AIM OF THE EXERCISE :: Find the string "Mercante" in the records and copy each line where it occurs.
(DATA EXTRACTS Opens)
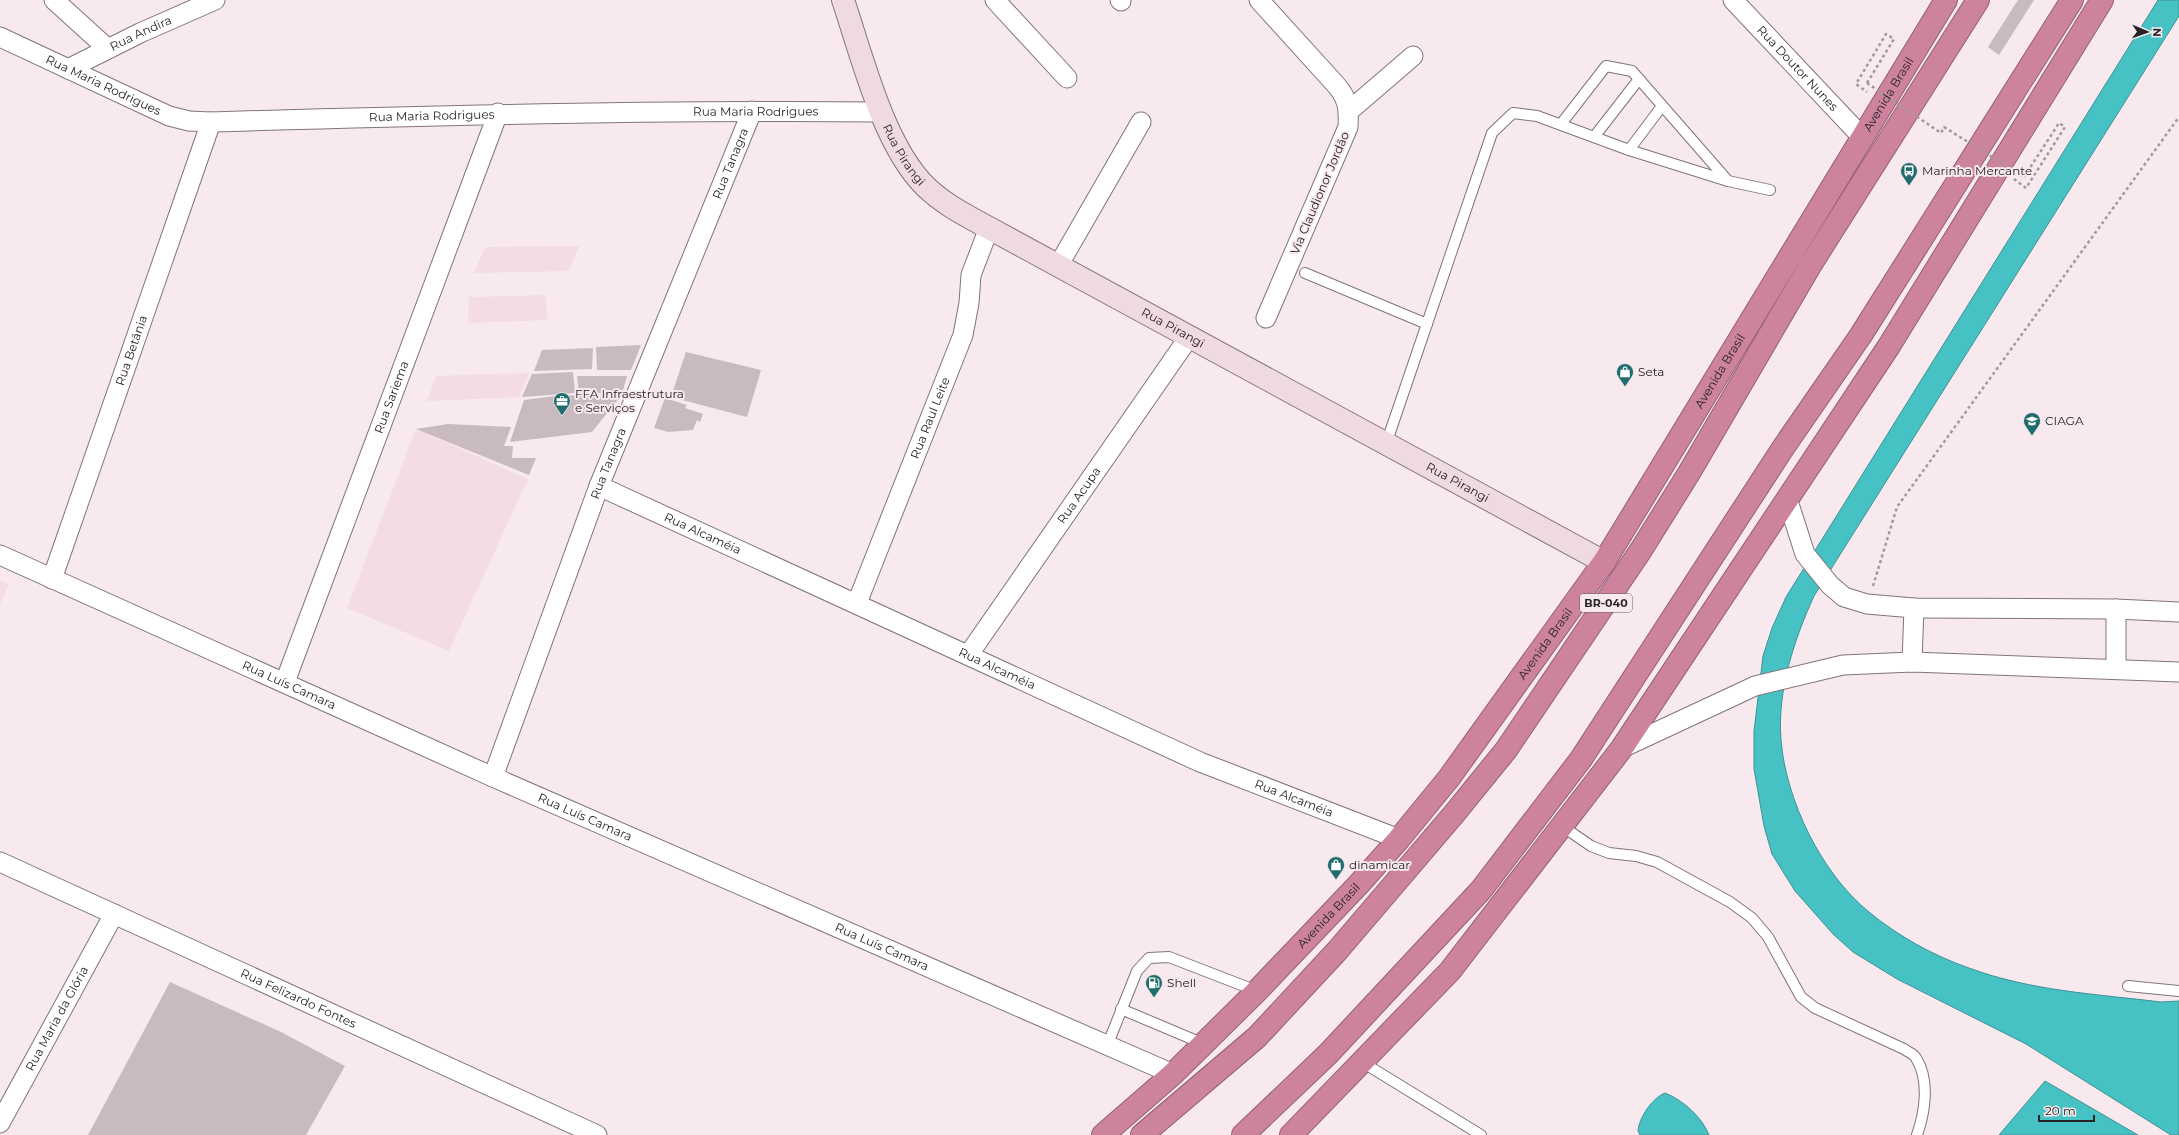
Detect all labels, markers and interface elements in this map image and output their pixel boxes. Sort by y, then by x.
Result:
street label: Rua Andira [107,12,174,54]
north arrow [2127,12,2167,52]
street label: Rua Doutor Nunes [1754,22,1842,114]
text: N [2150,28,2164,37]
street label: Rua Maria Rodrigues [43,51,164,118]
street label: Avenida Brasil [1860,54,1916,134]
street label: Rua Maria Rodrigues [693,104,819,119]
street label: Rua Maria Rodrigues [369,107,495,124]
street label: Rua Pirangi [880,121,929,189]
street label: Rua Tanagra [709,126,751,201]
street label: Via Claudionor Jordão [1287,129,1352,256]
bus stop icon: Marinha Mercante [1899,161,1919,186]
place label: Marinha Mercante [1922,163,2032,178]
street label: Rua Pirangi [1139,304,1207,351]
street label: Rua Betânia [112,313,150,387]
street label: Avenida Brasil [1691,331,1748,411]
street label: Rua Sariema [371,359,412,436]
shop icon: Seta [1615,362,1635,387]
place label: Seta [1638,364,1664,379]
street label: Rua Raul Leite [907,375,953,461]
place label: FFA Infraestrutura e Serviços [575,386,684,415]
office icon: FFA Infraestrutura e Serviços [552,391,572,416]
school or university icon: CIAGA [2022,411,2042,436]
place label: CIAGA [2045,413,2084,428]
street label: Rua Tanagra [587,426,629,501]
street label: Rua Pirangi [1424,459,1492,505]
street label: Rua Acupa [1054,464,1103,526]
street label: Rua Alcaméia [662,509,744,557]
road number: BR-040 [1580,594,1632,612]
street label: Avenida Brasil [1514,605,1576,682]
street label: Rua Alcaméia [956,644,1038,692]
street label: Rua Luís Camara [240,657,338,712]
street label: Rua Alcaméia [1253,776,1335,820]
street label: Rua Luís Camara [536,790,634,844]
shop icon: dinamicar [1326,855,1346,880]
place label: dinamicar [1349,857,1410,872]
street label: Avenida Brasil [1294,880,1363,951]
street label: Rua Luís Camara [833,919,931,973]
street label: Rua Maria da Glória [22,963,91,1073]
street label: Rua Felizardo Fontes [238,965,359,1031]
fuel station icon: Shell [1144,973,1164,998]
place label: Shell [1167,975,1196,990]
scale bar [2039,1097,2094,1123]
text: 20 m [2045,1103,2076,1118]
(DATA EXTRACTS Closes)
RESPONSE TO THIS TASK ::
bus stop icon: Marinha Mercante [1899,161,1919,186]
place label: Marinha Mercante [1922,163,2032,178]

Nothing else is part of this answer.